◆ **SOURCE DATA**:
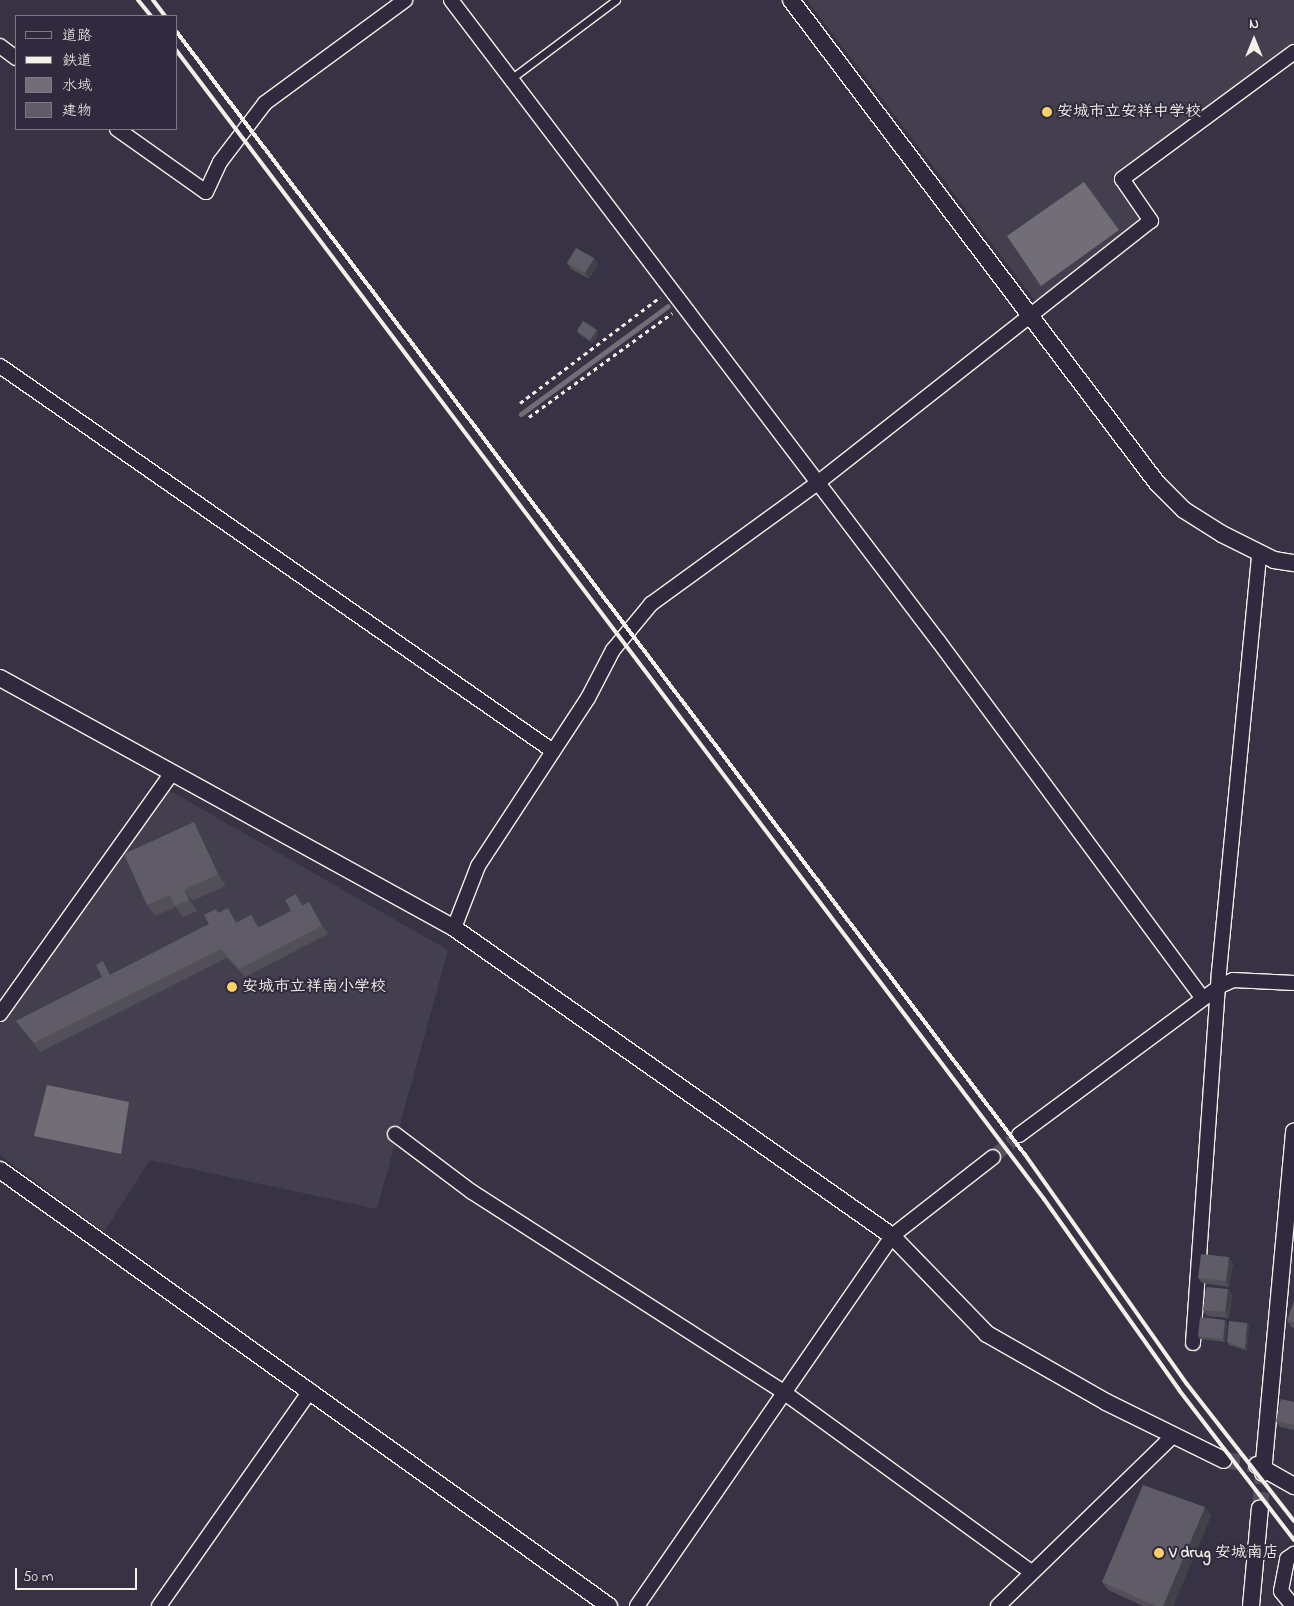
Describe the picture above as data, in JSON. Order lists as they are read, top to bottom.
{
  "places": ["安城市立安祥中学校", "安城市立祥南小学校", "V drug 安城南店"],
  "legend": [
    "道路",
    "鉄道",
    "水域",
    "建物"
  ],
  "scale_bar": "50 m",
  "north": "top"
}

◆ **WHAT THE EXERCISE ASKS**: Write out the material above exactly, and omit the pictures it holds.

◆ **EXERCISE ANSWER**:
Describe the picture above as data, in JSON. Order lists as they are read, top to bottom.
{
  "places": ["安城市立安祥中学校", "安城市立祥南小学校", "V drug 安城南店"],
  "legend": [
    "道路",
    "鉄道",
    "水域",
    "建物"
  ],
  "scale_bar": "50 m",
  "north": "top"
}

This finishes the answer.